** Opening Data for this exercise block **

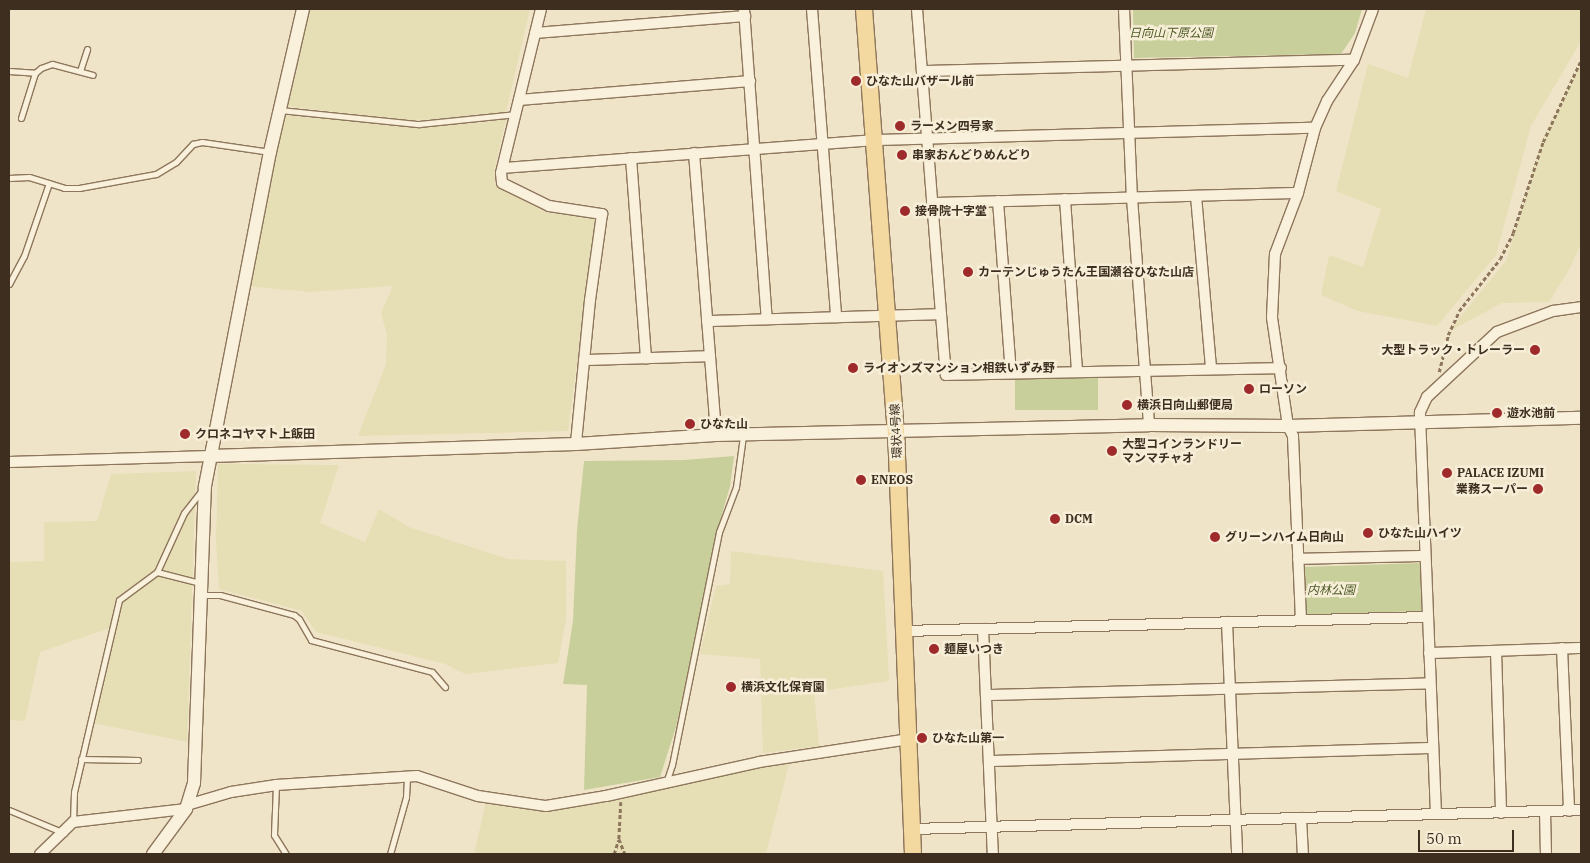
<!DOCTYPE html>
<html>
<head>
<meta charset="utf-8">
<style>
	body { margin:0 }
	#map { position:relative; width:1590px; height:863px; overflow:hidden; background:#f0e4c8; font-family:"IBM Plex Serif","Noto Sans JP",serif }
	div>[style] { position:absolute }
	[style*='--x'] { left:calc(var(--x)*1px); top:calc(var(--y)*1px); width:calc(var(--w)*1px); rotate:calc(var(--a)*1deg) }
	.farmland>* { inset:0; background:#e6deb5 }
	.green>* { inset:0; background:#c9cf9b; transform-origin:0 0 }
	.path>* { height:2.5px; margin-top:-1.25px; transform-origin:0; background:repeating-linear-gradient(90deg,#8d765c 0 4px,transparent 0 6.5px) }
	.roads { filter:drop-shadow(1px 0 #8d765c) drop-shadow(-1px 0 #8d765c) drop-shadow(0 1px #8d765c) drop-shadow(0 -1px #8d765c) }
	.service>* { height:5px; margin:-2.5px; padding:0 2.5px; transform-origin:2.5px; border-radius:2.5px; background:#faf1dc }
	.minor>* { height:10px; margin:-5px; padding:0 5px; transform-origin:5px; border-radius:5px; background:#faf1dc }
	.tertiary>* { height:12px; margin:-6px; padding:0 6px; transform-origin:6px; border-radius:6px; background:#faf1dc }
	.primary>* { height:16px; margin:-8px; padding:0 8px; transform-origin:8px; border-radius:8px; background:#f3d9a0 }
	.dots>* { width:14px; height:14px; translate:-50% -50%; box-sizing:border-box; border:2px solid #f7eed8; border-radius:50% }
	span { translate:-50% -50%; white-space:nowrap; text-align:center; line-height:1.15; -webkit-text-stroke:5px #f7eed8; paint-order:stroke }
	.park-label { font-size:12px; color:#4d5a26; font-style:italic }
	.poi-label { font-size:12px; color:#3d2e20; font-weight:700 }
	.left { translate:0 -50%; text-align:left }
	.right { translate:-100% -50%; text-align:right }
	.street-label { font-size:12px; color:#3d2e20 }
	.frame { position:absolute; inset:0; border:10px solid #3d2e20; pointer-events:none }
	.scale { position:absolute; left:1418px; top:830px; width:96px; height:22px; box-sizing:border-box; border:2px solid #3d2e20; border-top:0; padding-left:6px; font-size:15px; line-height:18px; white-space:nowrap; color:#3d2e20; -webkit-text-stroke:4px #f7eed8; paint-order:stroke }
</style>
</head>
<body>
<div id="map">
	<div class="farmland">
		<i style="clip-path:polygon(309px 9px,530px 9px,506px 112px,444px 119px,401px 120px,286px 106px)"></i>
		<i style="clip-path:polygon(1426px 9px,1581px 9px,1581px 41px,1531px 126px,1496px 255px,1437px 326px,1358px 311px,1321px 295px,1329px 255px,1363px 267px,1381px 209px,1336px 191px,1368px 64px,1408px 78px)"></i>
		<i style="clip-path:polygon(1581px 64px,1581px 243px,1570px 268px,1549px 302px,1502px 303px,1448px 332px,1506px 261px,1542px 140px)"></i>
		<i style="clip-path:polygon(284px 113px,422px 127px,486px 122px,506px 119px,494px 172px,496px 187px,548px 213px,596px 217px,568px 431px,358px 436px,386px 364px,387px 335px,381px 313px,393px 286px,310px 292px,247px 286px)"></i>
		<i style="clip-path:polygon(218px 464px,339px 465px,320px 523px,365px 542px,379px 509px,409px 527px,508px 559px,566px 561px,566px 620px,558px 663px,465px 674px,445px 664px,316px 632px,302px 611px,219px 589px,216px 542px)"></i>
		<i style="clip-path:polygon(196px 471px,187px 742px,92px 723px,110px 628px,40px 652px,25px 721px,9px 720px,9px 562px,44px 561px,44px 522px,97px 521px,111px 474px)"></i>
		<i style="clip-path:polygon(731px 551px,883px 571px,889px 681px,814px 692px,819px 746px,763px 753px,760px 659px,700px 654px,716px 586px,730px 584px)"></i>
		<i style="clip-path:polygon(789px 764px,766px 854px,474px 854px,486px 802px,541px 810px,734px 772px)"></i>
	</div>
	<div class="green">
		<i style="clip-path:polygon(1133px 9px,1362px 9px,1355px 33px,1341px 54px,1134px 58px)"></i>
		<i style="left:1098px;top:378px;width:32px;height:83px;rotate:90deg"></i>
		<i style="clip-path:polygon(734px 456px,730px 486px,717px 532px,706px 593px,676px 727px,660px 777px,584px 790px,587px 685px,563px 684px,573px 621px,577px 530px,584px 461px,684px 460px)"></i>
		<i style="left:1420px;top:563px;width:48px;height:116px;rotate:88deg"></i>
	</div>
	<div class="path">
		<i style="--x:1439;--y:372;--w:38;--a:-76"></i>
		<i style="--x:1448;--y:335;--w:26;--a:-65"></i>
		<i style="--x:1459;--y:311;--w:66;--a:-51.7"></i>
		<i style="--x:1500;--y:259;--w:29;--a:-63"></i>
		<i style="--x:1513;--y:233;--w:96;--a:-71.8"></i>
		<i style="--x:1543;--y:142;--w:90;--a:-65.1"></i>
		<i style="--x:621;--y:802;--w:37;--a:93"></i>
		<i style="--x:619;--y:839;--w:16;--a:68"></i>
		<i style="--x:614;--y:854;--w:14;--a:-73"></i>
	</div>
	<div class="roads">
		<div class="service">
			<i style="--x:9;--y:71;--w:26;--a:4"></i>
			<i style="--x:35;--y:73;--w:8;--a:-40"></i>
			<i style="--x:41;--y:68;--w:12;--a:-20"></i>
			<i style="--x:52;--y:64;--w:42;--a:15"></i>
			<i style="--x:80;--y:71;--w:23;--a:-72"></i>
			<i style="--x:280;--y:110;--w:140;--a:5.8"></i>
			<i style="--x:419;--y:124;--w:98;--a:-5.9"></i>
			<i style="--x:21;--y:118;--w:47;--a:-72.7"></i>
			<i style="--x:9;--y:178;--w:20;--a:-3"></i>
			<i style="--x:29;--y:177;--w:37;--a:17"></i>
			<i style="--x:64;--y:188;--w:15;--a:0"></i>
			<i style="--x:79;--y:188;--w:78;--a:-10.3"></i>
			<i style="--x:156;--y:174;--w:23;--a:-31"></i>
			<i style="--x:176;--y:162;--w:25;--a:-47"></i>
			<i style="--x:193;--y:144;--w:9;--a:-13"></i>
			<i style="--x:202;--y:142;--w:69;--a:8.4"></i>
			<i style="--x:9;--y:284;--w:32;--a:-62"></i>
			<i style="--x:24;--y:256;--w:77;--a:-71.1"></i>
			<i style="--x:157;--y:572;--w:44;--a:14.3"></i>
			<i style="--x:202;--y:595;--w:18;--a:0"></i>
			<i style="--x:220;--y:595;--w:77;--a:15.1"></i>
			<i style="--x:294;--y:615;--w:6;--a:39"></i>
			<i style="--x:299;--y:619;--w:24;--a:60"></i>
			<i style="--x:311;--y:640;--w:125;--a:14.8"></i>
			<i style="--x:432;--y:672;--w:20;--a:49"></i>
			<i style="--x:81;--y:759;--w:57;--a:1"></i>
			<i style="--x:666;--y:783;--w:19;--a:-72"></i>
			<i style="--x:672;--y:765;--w:238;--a:-78.6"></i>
			<i style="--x:719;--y:532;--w:48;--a:-69.3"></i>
			<i style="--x:736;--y:487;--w:51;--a:-82.2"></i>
			<i style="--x:276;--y:785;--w:50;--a:92.3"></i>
			<i style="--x:274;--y:835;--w:22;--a:58"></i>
			<i style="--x:9;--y:810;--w:60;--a:22.7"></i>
			<i style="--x:73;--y:821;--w:29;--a:-88"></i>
			<i style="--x:74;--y:792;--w:197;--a:-76.8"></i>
			<i style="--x:119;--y:600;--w:47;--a:-36.4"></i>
			<i style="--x:157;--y:572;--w:65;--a:-65.4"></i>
			<i style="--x:184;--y:513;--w:28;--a:-52"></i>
			<i style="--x:390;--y:854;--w:59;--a:-74.3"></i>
			<i style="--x:406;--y:797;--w:21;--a:-87"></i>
		</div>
		<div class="minor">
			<i style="--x:541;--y:9;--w:169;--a:103.7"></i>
			<i style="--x:501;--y:173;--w:10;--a:84"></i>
			<i style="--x:502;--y:183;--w:52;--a:26.1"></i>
			<i style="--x:549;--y:206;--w:54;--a:8.6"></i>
			<i style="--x:602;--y:214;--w:87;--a:97.9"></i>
			<i style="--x:590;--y:300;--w:145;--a:95.6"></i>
			<i style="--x:744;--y:9;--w:311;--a:85.8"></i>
			<i style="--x:812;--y:9;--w:309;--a:85.5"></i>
			<i style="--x:917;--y:9;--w:367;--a:85.5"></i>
			<i style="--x:946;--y:375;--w:335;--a:-1.2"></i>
			<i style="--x:1124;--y:9;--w:189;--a:87.6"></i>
			<i style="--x:1132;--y:198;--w:228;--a:85.7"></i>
			<i style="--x:535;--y:33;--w:211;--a:-4.6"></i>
			<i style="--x:922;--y:71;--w:432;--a:-1.5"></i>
			<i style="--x:519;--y:100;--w:232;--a:-4.7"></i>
			<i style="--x:694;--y:153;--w:283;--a:85.5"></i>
			<i style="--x:631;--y:158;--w:201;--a:85.7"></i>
			<i style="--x:503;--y:168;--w:372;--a:-4.3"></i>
			<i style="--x:874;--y:140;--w:441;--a:-1.6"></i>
			<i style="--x:1196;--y:196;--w:173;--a:85"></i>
			<i style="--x:1065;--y:199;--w:173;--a:86"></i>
			<i style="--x:998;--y:201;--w:172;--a:85.7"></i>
			<i style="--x:932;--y:203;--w:366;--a:-1.6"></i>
			<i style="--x:707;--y:321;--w:233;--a:-1.7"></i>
			<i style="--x:584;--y:360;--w:126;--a:-1.8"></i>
			<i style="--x:9;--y:462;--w:202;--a:-1.7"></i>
			<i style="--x:1298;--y:559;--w:127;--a:-1.4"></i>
			<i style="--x:1301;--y:620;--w:184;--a:-92.5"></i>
			<i style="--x:1293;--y:436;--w:11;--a:-117"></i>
			<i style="--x:1288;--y:426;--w:110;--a:-98.4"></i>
			<i style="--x:1272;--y:317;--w:63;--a:-87.3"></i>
			<i style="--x:1275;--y:254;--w:65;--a:-69.3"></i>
			<i style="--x:1298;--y:193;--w:67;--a:-75.3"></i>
			<i style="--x:1315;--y:128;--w:30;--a:-66"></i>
			<i style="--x:1327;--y:101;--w:49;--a:-56.6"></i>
			<i style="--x:1354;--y:60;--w:54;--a:-69.6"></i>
			<i style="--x:1227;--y:622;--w:232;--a:87.5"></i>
			<i style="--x:983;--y:629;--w:225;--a:87.5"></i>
			<i style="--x:905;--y:631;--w:522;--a:-1.54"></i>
			<i style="--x:1562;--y:648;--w:163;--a:87.5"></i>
			<i style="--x:1496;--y:651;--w:162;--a:88.2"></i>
			<i style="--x:1429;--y:653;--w:152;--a:-1.9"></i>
			<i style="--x:986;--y:695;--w:444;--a:-1.5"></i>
			<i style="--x:989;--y:761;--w:444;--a:-1.7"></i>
			<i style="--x:187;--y:805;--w:46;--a:-16.5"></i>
			<i style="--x:231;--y:792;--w:46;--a:-8.8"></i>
			<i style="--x:276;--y:785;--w:141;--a:-3.7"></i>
			<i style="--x:417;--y:776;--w:64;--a:18.2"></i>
			<i style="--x:478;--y:796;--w:69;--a:8.4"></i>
			<i style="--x:546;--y:806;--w:61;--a:-9.5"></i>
			<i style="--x:606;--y:796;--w:157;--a:-12.5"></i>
			<i style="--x:759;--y:762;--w:152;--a:-8.7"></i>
			<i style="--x:1545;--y:811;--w:43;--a:88.7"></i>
			<i style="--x:1436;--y:814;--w:402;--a:-92.3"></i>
			<i style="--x:1420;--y:412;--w:17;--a:-65"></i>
			<i style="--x:1427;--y:397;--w:96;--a:-42.9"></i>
			<i style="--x:1497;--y:332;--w:60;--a:-20.6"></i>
			<i style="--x:1553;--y:311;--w:28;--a:-8"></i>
			<i style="--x:1301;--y:818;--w:36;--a:87"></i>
			<i style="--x:913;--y:829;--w:668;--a:-1.63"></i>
			<i style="--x:40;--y:854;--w:46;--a:-44.1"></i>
			<i style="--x:73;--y:822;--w:114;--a:-6.6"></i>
		</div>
		<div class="tertiary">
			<i style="--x:211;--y:456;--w:365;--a:-1.9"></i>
			<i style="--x:576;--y:444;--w:140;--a:-3.7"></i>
			<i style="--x:716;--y:435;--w:433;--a:-1.3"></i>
			<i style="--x:1149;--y:425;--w:139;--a:0.4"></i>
			<i style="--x:1288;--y:426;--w:293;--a:-1.6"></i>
			<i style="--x:153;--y:854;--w:56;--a:-53.7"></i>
			<i style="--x:186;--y:809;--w:27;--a:-73"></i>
			<i style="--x:194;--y:783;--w:297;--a:-87.9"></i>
			<i style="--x:205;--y:486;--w:340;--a:-79"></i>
			<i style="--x:270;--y:152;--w:147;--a:-77"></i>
		</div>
		<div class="primary">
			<i style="--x:864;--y:9;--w:423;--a:85.7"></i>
			<i style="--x:896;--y:431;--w:423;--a:87.7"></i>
		</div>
	</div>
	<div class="dots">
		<i style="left:856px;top:81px;background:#9e2a2b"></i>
		<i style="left:900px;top:126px;background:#9e2a2b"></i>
		<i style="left:902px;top:155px;background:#9e2a2b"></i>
		<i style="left:905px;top:211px;background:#9e2a2b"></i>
		<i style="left:968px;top:272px;background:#9e2a2b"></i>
		<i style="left:1535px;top:350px;background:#9e2a2b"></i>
		<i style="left:853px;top:368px;background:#9e2a2b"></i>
		<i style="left:1249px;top:389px;background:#9e2a2b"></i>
		<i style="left:1127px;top:405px;background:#9e2a2b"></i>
		<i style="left:1497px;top:413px;background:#9e2a2b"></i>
		<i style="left:690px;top:424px;background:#9e2a2b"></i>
		<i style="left:185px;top:434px;background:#9e2a2b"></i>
		<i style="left:1112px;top:451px;background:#9e2a2b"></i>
		<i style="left:1447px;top:473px;background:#9e2a2b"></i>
		<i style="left:861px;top:480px;background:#9e2a2b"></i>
		<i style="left:1538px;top:489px;background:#9e2a2b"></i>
		<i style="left:1055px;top:519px;background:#9e2a2b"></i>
		<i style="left:1368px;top:533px;background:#9e2a2b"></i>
		<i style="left:1215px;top:537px;background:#9e2a2b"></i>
		<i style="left:934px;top:649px;background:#9e2a2b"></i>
		<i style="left:731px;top:687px;background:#9e2a2b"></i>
		<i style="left:922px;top:738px;background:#9e2a2b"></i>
	</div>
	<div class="park-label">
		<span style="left:1171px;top:33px">日向山下原公園</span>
		<span style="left:1331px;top:590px">内林公園</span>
	</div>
	<div class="poi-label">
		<span class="left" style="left:866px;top:81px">ひなた山バザール前</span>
		<span class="left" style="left:910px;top:126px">ラーメン四号家</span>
		<span class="left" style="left:912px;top:155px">串家おんどりめんどり</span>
		<span class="left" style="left:915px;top:211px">接骨院十字堂</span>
		<span class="left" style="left:978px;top:272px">カーテンじゅうたん王国瀬谷ひなた山店</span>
		<span class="right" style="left:1525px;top:350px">大型トラック・トレーラー</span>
		<span class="left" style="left:863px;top:368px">ライオンズマンション相鉄いずみ野</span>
		<span class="left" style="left:1259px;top:389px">ローソン</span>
		<span class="left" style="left:1137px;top:405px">横浜日向山郵便局</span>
		<span class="left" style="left:1507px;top:413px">遊水池前</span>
		<span class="left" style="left:700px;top:424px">ひなた山</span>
		<span class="left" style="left:195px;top:434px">クロネコヤマト上飯田</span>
		<span class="left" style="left:1122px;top:451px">大型コインランドリー<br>マンマチャオ</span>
		<span class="left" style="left:1457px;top:473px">PALACE IZUMI</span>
		<span class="left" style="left:871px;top:480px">ENEOS</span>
		<span class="right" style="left:1528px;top:489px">業務スーパー</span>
		<span class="left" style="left:1065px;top:519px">DCM</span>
		<span class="left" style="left:1378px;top:533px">ひなた山ハイツ</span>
		<span class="left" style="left:1225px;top:537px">グリーンハイム日向山</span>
		<span class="left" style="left:944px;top:649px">麺屋いつき</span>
		<span class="left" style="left:741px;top:687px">横浜文化保育園</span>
		<span class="left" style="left:932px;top:738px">ひなた山第一</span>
	</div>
	<div class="street-label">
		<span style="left:896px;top:431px;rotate:-93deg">環状4号線</span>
	</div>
	<div class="frame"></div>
	<div class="scale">50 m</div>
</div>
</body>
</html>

** Closing Data for this exercise block **

Problem to solve
Your answer must be an exact copy of the lines from the start of the entries through the line with "height:5px; margin:-2.5px; padding:0", with no pictures.

Written answer
<!DOCTYPE html>
<html>
<head>
<meta charset="utf-8">
<style>
	body { margin:0 }
	#map { position:relative; width:1590px; height:863px; overflow:hidden; background:#f0e4c8; font-family:"IBM Plex Serif","Noto Sans JP",serif }
	div>[style] { position:absolute }
	[style*='--x'] { left:calc(var(--x)*1px); top:calc(var(--y)*1px); width:calc(var(--w)*1px); rotate:calc(var(--a)*1deg) }
	.farmland>* { inset:0; background:#e6deb5 }
	.green>* { inset:0; background:#c9cf9b; transform-origin:0 0 }
	.path>* { height:2.5px; margin-top:-1.25px; transform-origin:0; background:repeating-linear-gradient(90deg,#8d765c 0 4px,transparent 0 6.5px) }
	.roads { filter:drop-shadow(1px 0 #8d765c) drop-shadow(-1px 0 #8d765c) drop-shadow(0 1px #8d765c) drop-shadow(0 -1px #8d765c) }
	.service>* { height:5px; margin:-2.5px; padding:0 2.5px; transform-origin:2.5px; border-radius:2.5px; background:#faf1dc }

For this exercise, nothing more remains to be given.